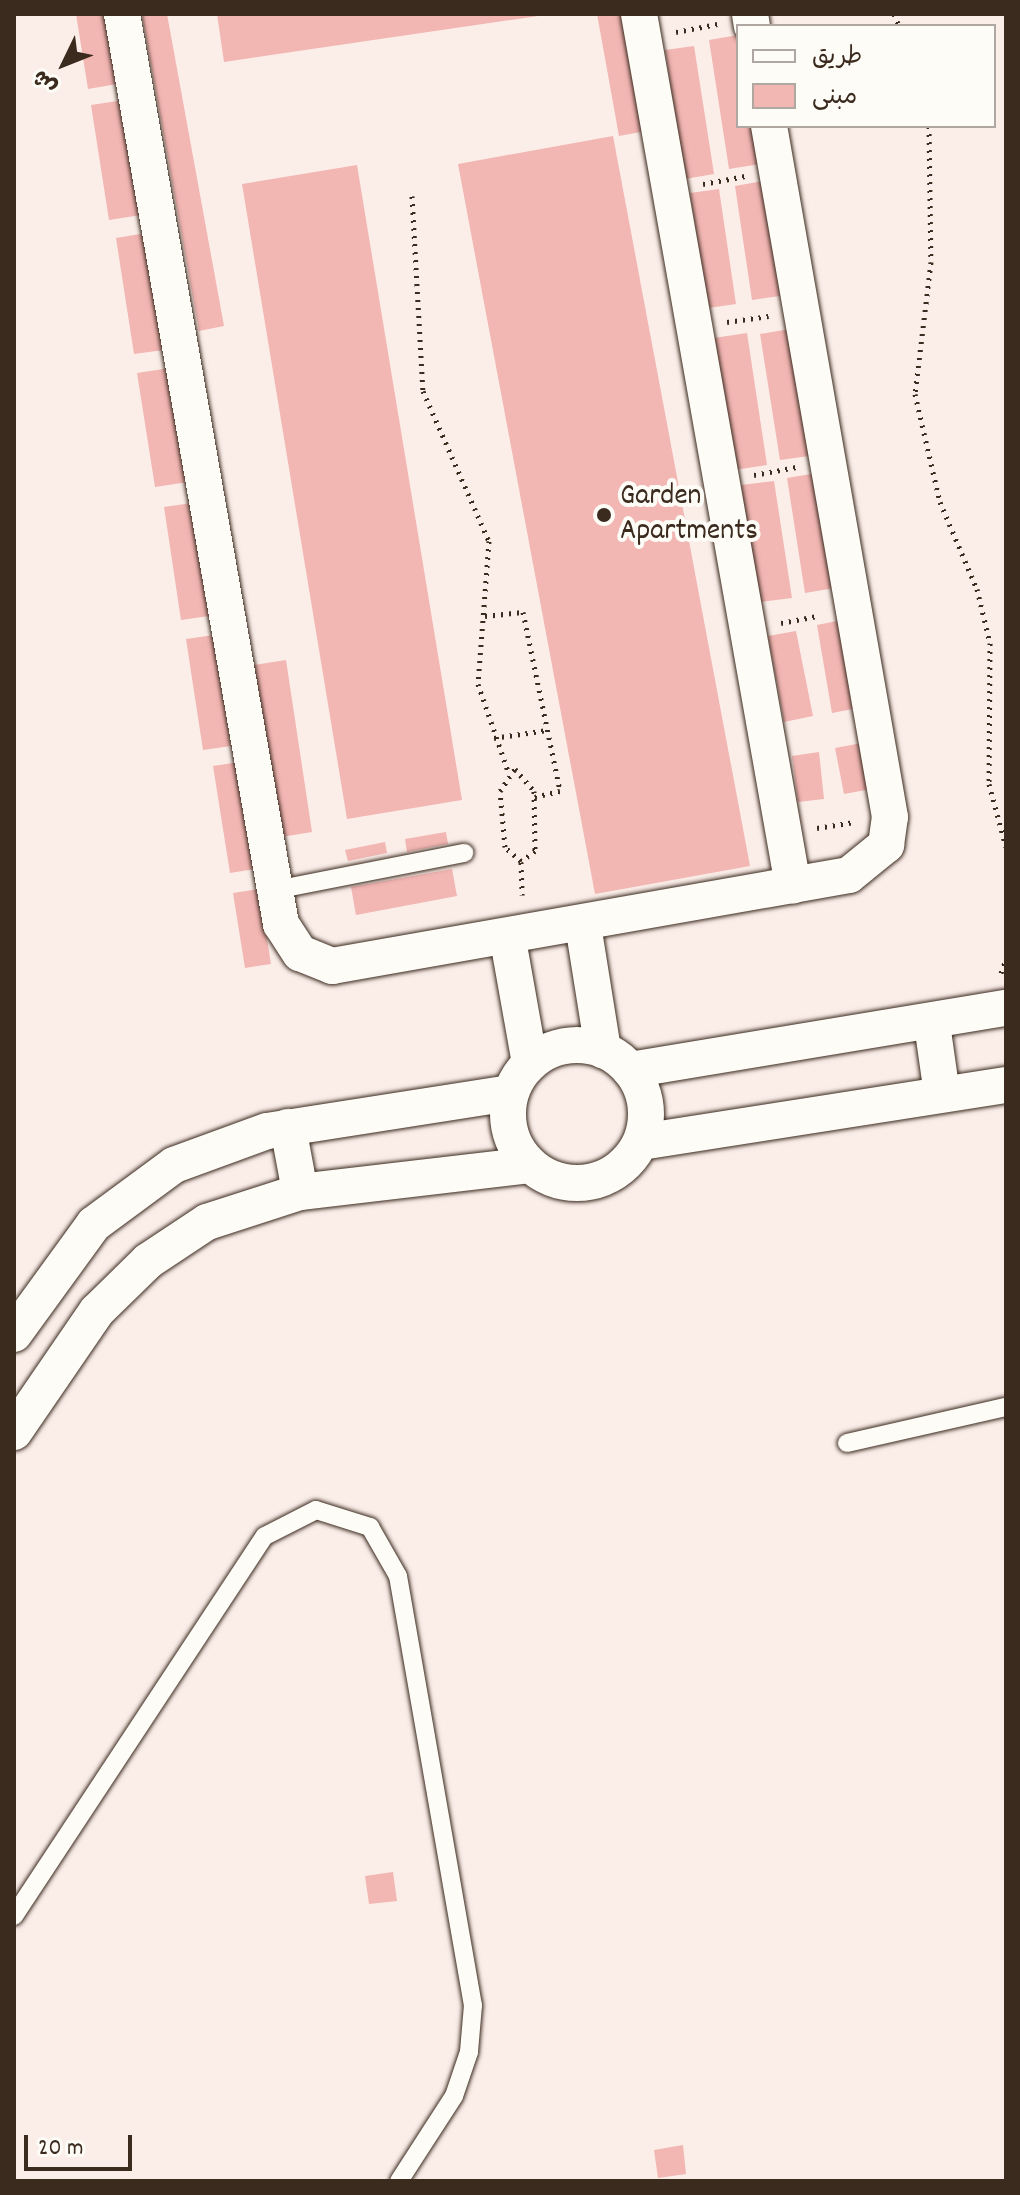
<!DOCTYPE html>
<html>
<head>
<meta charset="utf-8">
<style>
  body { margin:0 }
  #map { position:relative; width:1020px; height:2195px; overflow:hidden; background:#fbeee9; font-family:Dekko,"Playpen Sans Arabic",sans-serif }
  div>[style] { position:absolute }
  .building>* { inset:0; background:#f2b6b3 }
  .path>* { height:5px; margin-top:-2.5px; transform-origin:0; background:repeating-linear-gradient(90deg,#3b2a1e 0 2px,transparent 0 8px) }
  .roads { filter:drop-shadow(0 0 2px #3b2a1e) drop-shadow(0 0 2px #3b2a1e) }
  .service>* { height:18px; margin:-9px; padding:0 9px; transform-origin:9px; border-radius:9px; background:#fdfcf7 }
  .minor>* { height:36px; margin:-18px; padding:0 18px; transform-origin:18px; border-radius:18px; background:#fdfcf7 }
  .minor>.ring { margin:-18px; padding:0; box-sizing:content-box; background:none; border:36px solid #fdfcf7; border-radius:50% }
  .dots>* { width:22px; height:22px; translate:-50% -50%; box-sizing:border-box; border:4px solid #fdfcf7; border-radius:50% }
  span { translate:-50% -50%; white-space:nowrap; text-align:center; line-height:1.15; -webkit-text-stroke:8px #fdfcf7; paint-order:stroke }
  .poi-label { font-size:30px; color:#3b2a1e }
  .left { translate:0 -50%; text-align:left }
  .frame { position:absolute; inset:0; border:16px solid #3b2a1e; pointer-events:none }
  .legend { position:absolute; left:736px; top:24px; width:260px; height:104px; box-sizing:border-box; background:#fdfcf7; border:2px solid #afa8a0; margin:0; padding:10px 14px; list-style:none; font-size:24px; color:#3b2a1e }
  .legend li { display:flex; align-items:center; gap:16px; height:40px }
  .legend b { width:40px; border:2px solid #afa8a0 }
  .north { position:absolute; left:24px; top:24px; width:80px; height:80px; -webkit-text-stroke:6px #fdfcf7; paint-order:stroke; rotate:227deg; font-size:22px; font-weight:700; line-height:32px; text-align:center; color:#3b2a1e }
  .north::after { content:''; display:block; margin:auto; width:28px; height:36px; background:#3b2a1e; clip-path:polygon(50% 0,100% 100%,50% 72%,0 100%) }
  .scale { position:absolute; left:24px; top:2135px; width:108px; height:36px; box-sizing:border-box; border:4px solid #3b2a1e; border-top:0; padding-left:10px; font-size:24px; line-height:28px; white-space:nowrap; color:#3b2a1e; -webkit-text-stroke:6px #fdfcf7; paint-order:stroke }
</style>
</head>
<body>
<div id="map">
  <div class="building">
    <div style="clip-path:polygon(76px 14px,106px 14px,117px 84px,88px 89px)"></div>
    <div style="clip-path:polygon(142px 14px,167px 14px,224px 326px,199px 331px)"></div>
    <div style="clip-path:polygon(217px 14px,538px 14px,538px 16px,224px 62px)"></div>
    <div style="clip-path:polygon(597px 14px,626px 14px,646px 131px,619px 136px)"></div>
    <div style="clip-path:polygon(738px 35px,738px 126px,754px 126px,760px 164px,729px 169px,709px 40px)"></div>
    <div style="clip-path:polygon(694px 46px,714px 174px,685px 179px,665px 50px)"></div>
    <div style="clip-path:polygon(124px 100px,141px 215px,109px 220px,91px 105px)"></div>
    <div style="clip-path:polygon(613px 136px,750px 866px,595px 894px,458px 164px)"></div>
    <div style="clip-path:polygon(357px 165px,462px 800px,347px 819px,242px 184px)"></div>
    <div style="clip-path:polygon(763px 181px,780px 296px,752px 300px,735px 186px)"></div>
    <div style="clip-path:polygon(719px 189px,736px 304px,708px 308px,690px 193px)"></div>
    <div style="clip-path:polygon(146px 233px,164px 350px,134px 354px,116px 238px)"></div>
    <div style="clip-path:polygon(790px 329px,809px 456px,780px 460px,760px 334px)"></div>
    <div style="clip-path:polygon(747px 333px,767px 465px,734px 470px,714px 338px)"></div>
    <div style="clip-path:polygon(170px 368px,188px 482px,155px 487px,137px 373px)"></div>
    <div style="clip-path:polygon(817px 473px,835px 588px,805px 593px,787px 478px)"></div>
    <div style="clip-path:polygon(774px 481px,792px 598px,759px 602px,741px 485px)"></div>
    <div style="clip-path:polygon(192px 503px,209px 616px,181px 620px,164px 507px)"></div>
    <div style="clip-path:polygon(842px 620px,858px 708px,832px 713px,817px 625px)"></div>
    <div style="clip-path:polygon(796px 631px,813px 716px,784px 722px,768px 636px)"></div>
    <div style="clip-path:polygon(214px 635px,231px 746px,203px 750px,186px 639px)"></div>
    <div style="clip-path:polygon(286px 660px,312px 832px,281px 837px,254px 665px)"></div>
    <div style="clip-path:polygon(862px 743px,871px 789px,844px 794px,835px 748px)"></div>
    <div style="clip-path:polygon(819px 752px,824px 799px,798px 802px,792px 756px)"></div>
    <div style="clip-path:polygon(239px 762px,255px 869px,230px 873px,213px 766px)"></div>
    <div style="clip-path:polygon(446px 832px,448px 844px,407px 852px,405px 839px)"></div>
    <div style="clip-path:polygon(385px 842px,387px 853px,348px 861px,345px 850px)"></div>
    <div style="clip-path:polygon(452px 869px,457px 896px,356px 915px,351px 887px)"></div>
    <div style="clip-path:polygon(259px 889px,271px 964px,245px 968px,233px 893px)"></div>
    <div style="clip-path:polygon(393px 1872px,397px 1901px,369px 1904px,365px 1876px)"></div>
    <div style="clip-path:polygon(683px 2145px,686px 2174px,658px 2178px,654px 2150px)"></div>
  </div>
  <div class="path">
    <div style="left:894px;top:14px;width:13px;rotate:67deg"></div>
    <div style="left:676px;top:32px;width:42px;rotate:-11deg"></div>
    <div style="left:929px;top:126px;width:136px;rotate:89.2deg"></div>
    <div style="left:931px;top:262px;width:133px;rotate:96.9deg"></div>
    <div style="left:915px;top:394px;width:111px;rotate:77deg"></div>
    <div style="left:940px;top:502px;width:95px;rotate:67deg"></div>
    <div style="left:977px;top:589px;width:56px;rotate:76.5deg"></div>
    <div style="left:990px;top:643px;width:141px;rotate:90.4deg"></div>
    <div style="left:989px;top:784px;width:65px;rotate:74.9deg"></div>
    <div style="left:703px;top:184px;width:43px;rotate:-10.8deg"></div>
    <div style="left:412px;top:196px;width:195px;rotate:86.8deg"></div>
    <div style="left:423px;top:391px;width:164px;rotate:66.3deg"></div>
    <div style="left:489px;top:541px;width:143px;rotate:94.4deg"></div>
    <div style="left:478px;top:684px;width:92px;rotate:71deg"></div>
    <div style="left:727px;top:322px;width:42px;rotate:-8.1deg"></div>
    <div style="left:754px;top:475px;width:43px;rotate:-10.8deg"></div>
    <div style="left:485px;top:616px;width:38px;rotate:-6deg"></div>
    <div style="left:523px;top:612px;width:183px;rotate:78.3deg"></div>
    <div style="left:560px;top:791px;width:26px;rotate:167deg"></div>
    <div style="left:781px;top:623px;width:38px;rotate:-11deg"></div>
    <div style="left:494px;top:738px;width:54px;rotate:-8.6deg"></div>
    <div style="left:515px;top:769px;width:29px;rotate:49deg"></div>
    <div style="left:534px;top:791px;width:60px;rotate:89deg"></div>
    <div style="left:535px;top:851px;width:17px;rotate:144deg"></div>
    <div style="left:521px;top:861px;width:21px;rotate:-139deg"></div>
    <div style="left:505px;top:847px;width:56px;rotate:-95.1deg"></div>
    <div style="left:500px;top:791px;width:27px;rotate:-56deg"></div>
    <div style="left:817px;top:828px;width:38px;rotate:-9deg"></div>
    <div style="left:521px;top:862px;width:33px;rotate:88deg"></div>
    <div style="left:1001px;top:973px;width:15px;rotate:-70deg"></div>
  </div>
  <div class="roads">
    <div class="service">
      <div style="left:275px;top:890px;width:193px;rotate:-11.1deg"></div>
      <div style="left:847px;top:1443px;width:163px;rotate:-12.8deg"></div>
      <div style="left:14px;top:1916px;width:455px;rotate:-56.6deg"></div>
      <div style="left:265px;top:1536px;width:57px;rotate:-27deg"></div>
      <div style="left:316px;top:1510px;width:57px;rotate:17.5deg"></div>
      <div style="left:370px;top:1527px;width:56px;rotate:60.3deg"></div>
      <div style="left:398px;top:1576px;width:436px;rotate:80.1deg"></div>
      <div style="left:473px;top:2005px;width:47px;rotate:94.9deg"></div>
      <div style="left:469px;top:2052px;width:46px;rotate:108.8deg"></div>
      <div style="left:454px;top:2096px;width:101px;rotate:122.9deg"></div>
    </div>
    <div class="minor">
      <div style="left:122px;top:14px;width:924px;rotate:80.09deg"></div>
      <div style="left:281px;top:924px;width:35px;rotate:57deg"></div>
      <div style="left:300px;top:953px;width:35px;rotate:22deg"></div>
      <div style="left:332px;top:966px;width:525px;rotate:-9.98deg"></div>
      <div style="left:849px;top:875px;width:48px;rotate:-39deg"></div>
      <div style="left:886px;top:845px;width:28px;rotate:-82deg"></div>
      <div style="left:890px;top:817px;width:702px;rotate:-99.93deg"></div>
      <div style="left:639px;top:14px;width:885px;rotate:79.98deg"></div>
      <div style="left:750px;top:14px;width:12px;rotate:81deg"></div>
      <div style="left:583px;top:925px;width:127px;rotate:80.9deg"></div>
      <div style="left:508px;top:940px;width:125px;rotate:79.9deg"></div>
      <div style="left:932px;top:1024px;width:71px;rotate:81.9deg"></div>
      <div class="ring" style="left:508px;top:1045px;width:102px;height:102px"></div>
      <div style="left:630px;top:1070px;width:381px;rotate:-9.4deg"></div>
      <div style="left:288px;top:1127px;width:66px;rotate:79.5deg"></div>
      <div style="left:641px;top:1142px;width:369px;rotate:-8.9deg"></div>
      <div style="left:14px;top:1334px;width:136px;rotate:-54deg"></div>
      <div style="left:94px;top:1224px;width:99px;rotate:-36.4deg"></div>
      <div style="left:174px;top:1165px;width:99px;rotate:-20.1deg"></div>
      <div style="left:267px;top:1131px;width:246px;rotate:-8.9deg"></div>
      <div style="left:14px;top:1432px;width:147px;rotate:-55.6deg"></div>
      <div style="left:97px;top:1311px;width:71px;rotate:-44.4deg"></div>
      <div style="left:148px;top:1261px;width:71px;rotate:-33.5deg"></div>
      <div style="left:207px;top:1222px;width:98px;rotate:-17.9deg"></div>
      <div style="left:300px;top:1192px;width:231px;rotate:-6.7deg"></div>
    </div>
  </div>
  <div class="dots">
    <div style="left:604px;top:515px;background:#3b2a1e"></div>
  </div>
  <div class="poi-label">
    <span class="left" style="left:620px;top:515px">Garden<br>Apartments</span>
  </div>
  <div class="frame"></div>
  <ul class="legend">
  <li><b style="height:10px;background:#fdfcf7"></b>طريق</li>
  <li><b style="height:22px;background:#f2b6b3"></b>مبنى</li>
  </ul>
  <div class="north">ش</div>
  <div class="scale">20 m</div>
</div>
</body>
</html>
----
■ Work instructions ■
Look through the records and gather every line containing "service".

■ Task solution ■
  .service>* { height:18px; margin:-9px; padding:0 9px; transform-origin:9px; border-radius:9px; background:#fdfcf7 }
    <div class="service">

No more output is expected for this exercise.